Work request: Below are the entries to work from; restate word for word the portion that opens with the line containing "function trace(path, color, width, dash)" and closes with the line containing "function write(font, color, halo, rows, align", keeping both.

_ _ _ _ _ _ _

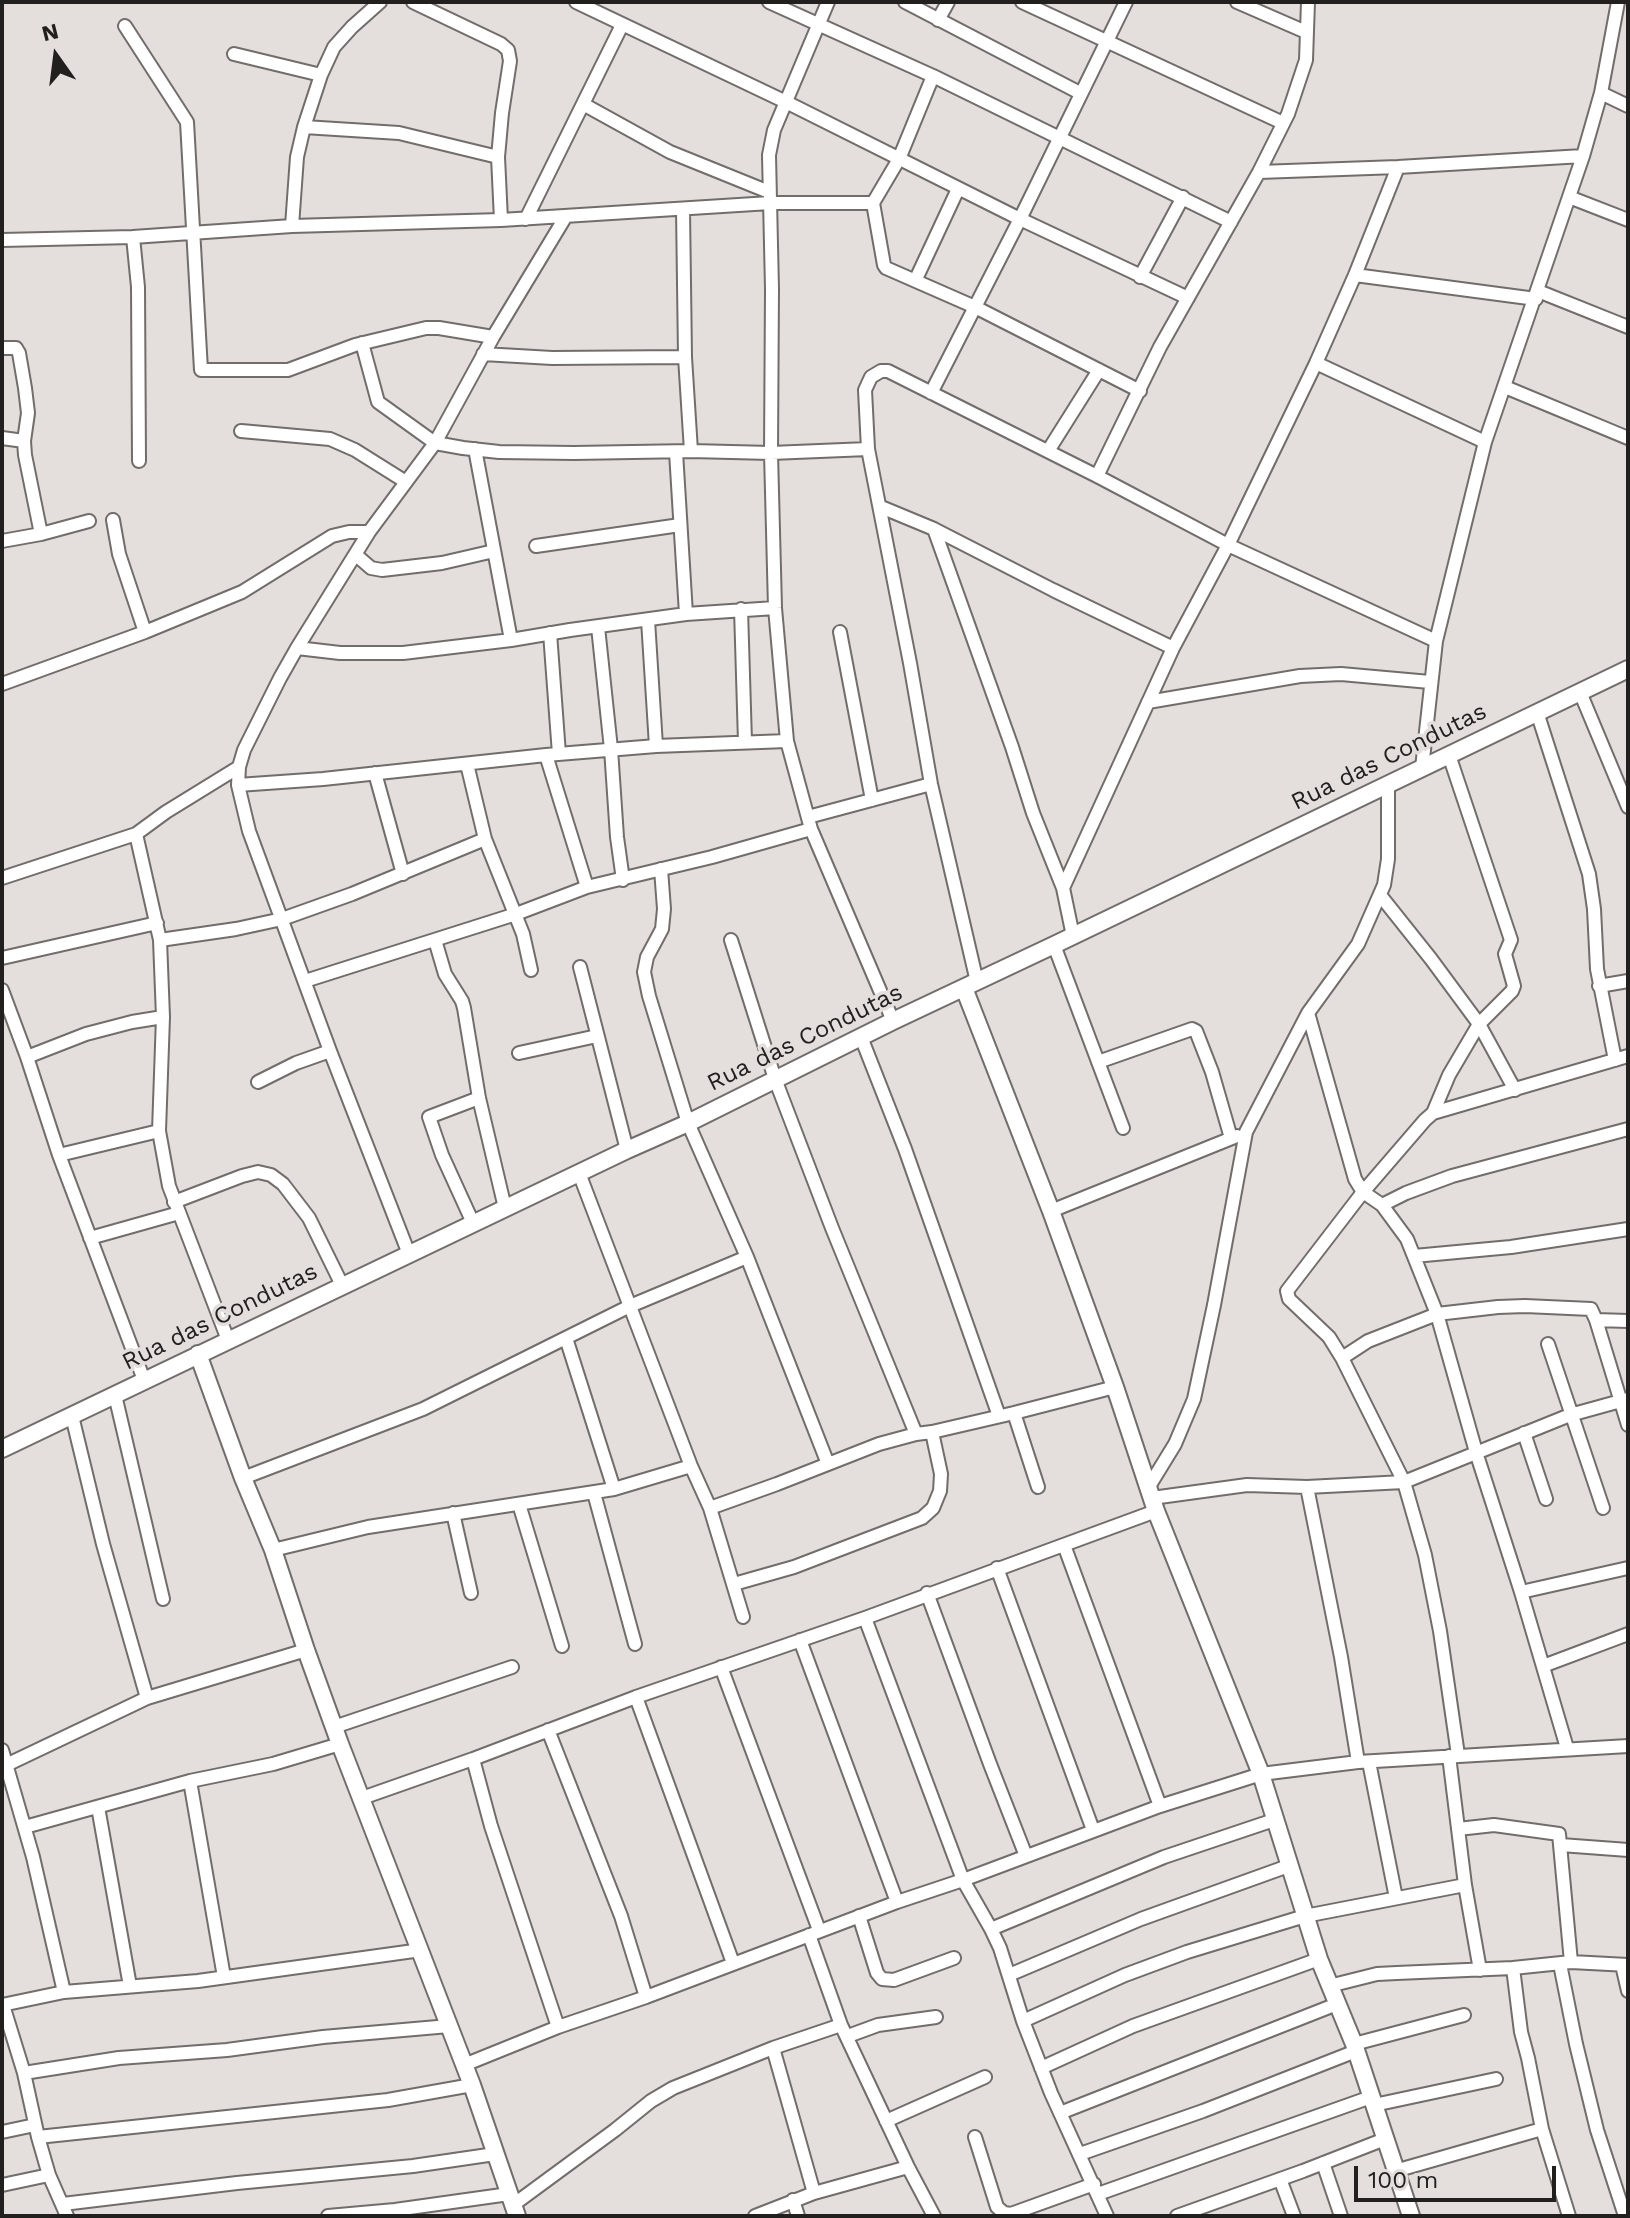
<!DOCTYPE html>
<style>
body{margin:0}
#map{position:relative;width:1630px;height:2218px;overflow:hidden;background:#e4dfdd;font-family:"Work Sans",sans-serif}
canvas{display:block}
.frame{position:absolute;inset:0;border:4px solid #22201f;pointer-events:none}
.north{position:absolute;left:16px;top:16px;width:80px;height:80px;-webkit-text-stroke:6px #e4dfdd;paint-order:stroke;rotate:346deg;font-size:22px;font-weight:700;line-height:32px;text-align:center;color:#22201f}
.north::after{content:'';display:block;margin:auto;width:28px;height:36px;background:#22201f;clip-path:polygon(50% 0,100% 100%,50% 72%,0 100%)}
.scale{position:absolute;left:1354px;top:2166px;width:202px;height:36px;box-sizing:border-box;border:4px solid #22201f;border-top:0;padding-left:10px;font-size:24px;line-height:28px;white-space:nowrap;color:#22201f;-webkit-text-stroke:6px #e4dfdd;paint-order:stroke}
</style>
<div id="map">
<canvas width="1630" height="2218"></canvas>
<div class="frame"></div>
<div class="north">N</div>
<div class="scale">100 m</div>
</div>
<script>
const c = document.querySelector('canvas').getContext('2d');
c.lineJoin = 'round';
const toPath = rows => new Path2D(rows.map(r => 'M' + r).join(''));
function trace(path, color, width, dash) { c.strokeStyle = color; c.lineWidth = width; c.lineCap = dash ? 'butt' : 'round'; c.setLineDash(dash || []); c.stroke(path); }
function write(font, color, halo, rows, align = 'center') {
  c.font = font + ' "Work Sans",sans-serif'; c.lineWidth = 7; c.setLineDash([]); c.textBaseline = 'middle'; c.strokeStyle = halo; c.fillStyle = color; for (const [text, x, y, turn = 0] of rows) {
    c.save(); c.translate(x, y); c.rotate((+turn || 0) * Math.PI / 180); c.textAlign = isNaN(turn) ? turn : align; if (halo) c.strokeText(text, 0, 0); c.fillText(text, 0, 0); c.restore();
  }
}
const street = toPath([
 [413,2,501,44,508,50,510,61,502,113,498,157,501,220],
 [576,2,786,102,1020,219,1188,298],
 [769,2,933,76,1231,222],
 [828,2,774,130,769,155,772,289,771,453,775,608,787,741,811,829,893,1021],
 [905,2,1080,93],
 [1022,2,1283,123],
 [1237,2,1306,32],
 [938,20,948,2],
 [125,26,187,122,201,370,288,370,355,345,426,328,439,328,493,337],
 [234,54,321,75],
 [1601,93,1628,106],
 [583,104,670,152,769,192],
 [304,127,399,133,498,157],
 [1259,172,1398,167,1583,156],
 [1569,197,1628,220],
 [873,203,884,265,886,268,975,307,1140,391],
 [683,209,685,357,691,451],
 [526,219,622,25],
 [292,226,297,157,304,127,321,75,334,47,352,27,380,2],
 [133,237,138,287,139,461],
 [2,240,133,237,292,226,501,220,770,203,873,203,899,159,933,76],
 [1355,275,1536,299],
 [1140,277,1183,197],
 [916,279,958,189],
 [1538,291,1628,327],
 [362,343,378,402,435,443,463,448,499,452,574,453,691,451,771,453,868,449],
 [2,348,16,348,19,353,25,388,28,413,24,441,25,455,41,534],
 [483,354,552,358,685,357],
 [1316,363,1485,442],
 [1505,387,1628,438],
 [931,393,1020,219,1126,2],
 [241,431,330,439,355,450,406,482],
 [2,438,24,441],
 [475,449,511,640],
 [1048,451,1099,370],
 [676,452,686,614],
 [1097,476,1160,347,1259,172,1288,114,1306,60,1308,2],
 [881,507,934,529,1053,590,1173,648],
 [113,520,119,554,145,632],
 [934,529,1012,747,1033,813,1063,888,1073,936],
 [2,541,41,534,89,521],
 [536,546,680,525],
 [356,555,371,568,382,570,442,563,494,551],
 [741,609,745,742],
 [648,620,656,746],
 [598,627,611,749,617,837,623,880],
 [840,632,872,800],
 [550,633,559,754],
 [297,648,340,653,403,653,511,640,570,630,686,614,775,608],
 [2,684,145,632,242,592,332,536,349,532,369,532],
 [1580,692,1628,807],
 [1148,702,1300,676,1341,674,1430,682],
 [1537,712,1589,874,1594,909,1597,969,1615,1060],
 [546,755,587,887],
 [467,764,485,839,523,934,531,970],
 [239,767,238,785,323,779,546,755,656,746,787,741],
 [1422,768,1436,641,1485,442,1583,156,1601,93,1618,2],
 [375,773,403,874],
 [238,785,249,831,330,1051,409,1254],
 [808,817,931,784],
 [136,834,160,940,163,1017,159,1131,169,1186,228,1340],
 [661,869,664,909,662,929,647,957,644,972,649,996,688,1123,747,1257,828,1464],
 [2,878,136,834,166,812,239,767,244,750,280,678,297,648,369,532,435,443,493,337,566,216],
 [1063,888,1173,648,1228,545,1316,363,1355,275,1398,167],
 [1380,895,1431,959,1479,1024,1515,1090],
 [160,940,236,929,282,919,352,894,485,839],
 [435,940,445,974,462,1001,464,1008,479,1098,505,1208],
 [731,940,775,1079,832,1228,916,1434],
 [1054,945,1123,1128],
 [2,958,157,923],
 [580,967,627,1150],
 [305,981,516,914,587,887,712,857,811,829],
 [977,982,931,784,910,663,868,449,865,390,871,377,881,371,888,371,1097,476,1228,545,1436,641],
 [1599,986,1628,981],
 [2,990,27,1057,59,1155,144,1380],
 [1308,1013,1355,1179,1363,1192,1382,1205,1407,1239,1437,1314,1476,1452,1521,1592,1567,1748],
 [861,1037,905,1149,999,1416],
 [519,1053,597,1036],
 [27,1057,86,1034,132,1022,163,1017],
 [1098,1062,1192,1029,1196,1031,1212,1072,1231,1138],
 [258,1082,296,1063,330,1051],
 [1433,1113,1449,1075,1479,1024,1512,991,1514,986,1505,954,1511,940,1449,755],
 [59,1155,159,1131],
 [579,1173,691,1466,710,1508,743,1617],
 [174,1202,242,1176,258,1172,271,1175,283,1184,309,1218,342,1285],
 [1382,1205,1406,1193,1452,1176,1628,1129],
 [1051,1211,1237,1136],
 [473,1223,442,1155,429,1117,479,1098],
 [90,1238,179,1213],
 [1414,1256,1511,1247,1628,1229],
 [1596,1320,1628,1321],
 [566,1338,614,1489],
 [1548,1344,1603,1508],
 [1342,1358,1368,1341,1437,1314,1498,1307,1525,1306,1591,1309,1596,1320,1628,1425],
 [115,1395,163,1599],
 [1014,1413,1038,1487],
 [72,1416,103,1544,147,1698],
 [1524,1433,1546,1499],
 [243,1478,423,1409,630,1306,747,1257],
 [1307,1487,1341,1657,1358,1762],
 [1148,1488,1175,1444,1194,1399,1214,1305,1246,1132,1308,1013,1358,944,1384,885,1388,859,1388,784],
 [594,1493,635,1644],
 [1152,1498,1247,1485,1307,1487,1404,1482,1570,1415,1628,1399],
 [519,1504,562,1646],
 [710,1508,777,1484,879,1444,916,1434,932,1432,1014,1413,1115,1387],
 [453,1513,471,1593],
 [1064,1545,1160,1806],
 [273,1550,368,1527,614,1489,691,1466],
 [997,1568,1093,1830],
 [734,1584,794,1567,922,1518,933,1508,940,1491,941,1474,932,1432],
 [1521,1592,1628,1568],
 [927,1593,990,1764,1026,1856],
 [865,1618,963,1880,991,1929,1000,1948,1023,2021,1051,2093,1107,2216],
 [800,1640,897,1902],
 [1543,1666,1628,1634],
 [721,1667,819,1930],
 [636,1697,733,1963],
 [334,1727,512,1667],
 [548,1730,621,1916,646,1997],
 [2,1750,33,1857,64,1992],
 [1458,1755,1440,1631,1425,1555,1404,1482,1342,1358,1329,1337,1289,1299,1287,1291,1363,1192,1425,1120,1433,1113,1628,1056],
 [1449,1756,1465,1885,1480,1970],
 [473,1759,491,1826,558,2027],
 [1369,1762,1396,1898],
 [2,1767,147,1698,306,1650],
 [190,1781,224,1977],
 [362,1798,473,1759,636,1697,865,1618,1156,1511],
 [98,1807,130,1986],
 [25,1827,190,1781,273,1764,340,1744],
 [1458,1829,1494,1825,1559,1834,1571,1962],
 [1561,1845,1628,1850],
 [859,1916,877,1973,882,1979,894,1980,954,1958],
 [991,1929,1164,1857,1277,1819],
 [809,1935,841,2025,908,2167,934,2216],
 [1560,1964,1576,2044,1597,2130,1625,2216],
 [1622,1965,1628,1991],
 [1513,1968,1521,2032,1528,2058,1542,2129,1569,2216],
 [1009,1975,1141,1919,1291,1865],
 [1329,1986,1377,1974,1397,1973,1513,1968,1571,1962,1628,1965],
 [2,2005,64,1992,198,1981,421,1950],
 [3,2005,24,2073,38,2137,49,2175,67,2216],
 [1023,2021,1125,1975,1187,1952,1305,1916,1465,1885],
 [848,2036,878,2025,936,2017],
 [1354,2044,1464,2015],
 [773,2048,814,2193],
 [464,2065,558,2027,646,1997,897,1902,963,1880,1160,1806,1261,1774,1358,1762,1628,1746],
 [1041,2068,1133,2026,1319,1959],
 [24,2073,119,2058,227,2050,323,2037,449,2026],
 [1374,2105,1496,2079],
 [1060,2113,1337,2004],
 [886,2121,985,2077],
 [2,2132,35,2125],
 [38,2137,388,2100,472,2085],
 [975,2137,997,2207,1004,2213,1011,2214,1094,2184],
 [1080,2154,1203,2111,1356,2051],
 [1323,2163,1341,2216],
 [1395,2171,1542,2129],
 [1280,2179,1294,2216],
 [2,2185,49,2175],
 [1098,2194,1371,2097],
 [793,2200,798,2216],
 [63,2204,237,2183,413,2166,495,2154],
 [513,2205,615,2130,651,2101,673,2088,773,2048,841,2025],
 [328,2216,395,2210,509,2194],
 [755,2216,814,2193,908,2167],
 [1177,2216,1303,2171,1385,2139]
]);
const secondary = toPath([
 [964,988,1051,1211,1115,1387,1156,1511,1261,1774,1319,1959,1354,2044,1411,2216],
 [198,1354,243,1478,273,1550,306,1650,340,1744,472,2085,517,2216],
 [2,1449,627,1150,688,1123,893,1021,1054,945,1628,669]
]);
trace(street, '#726d6b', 16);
trace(secondary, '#726d6b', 20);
trace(street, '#fff', 12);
trace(secondary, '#fff', 16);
write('24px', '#22201f', '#e4dfdd', [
 ["Rua das Condutas",1389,757,-26],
 ["Rua das Condutas",805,1038,-26],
 ["Rua das Condutas",220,1317,-26]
]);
</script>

_ _ _ _ _ _ _

Your response:
function trace(path, color, width, dash) { c.strokeStyle = color; c.lineWidth = width; c.lineCap = dash ? 'butt' : 'round'; c.setLineDash(dash || []); c.stroke(path); }
function write(font, color, halo, rows, align = 'center') {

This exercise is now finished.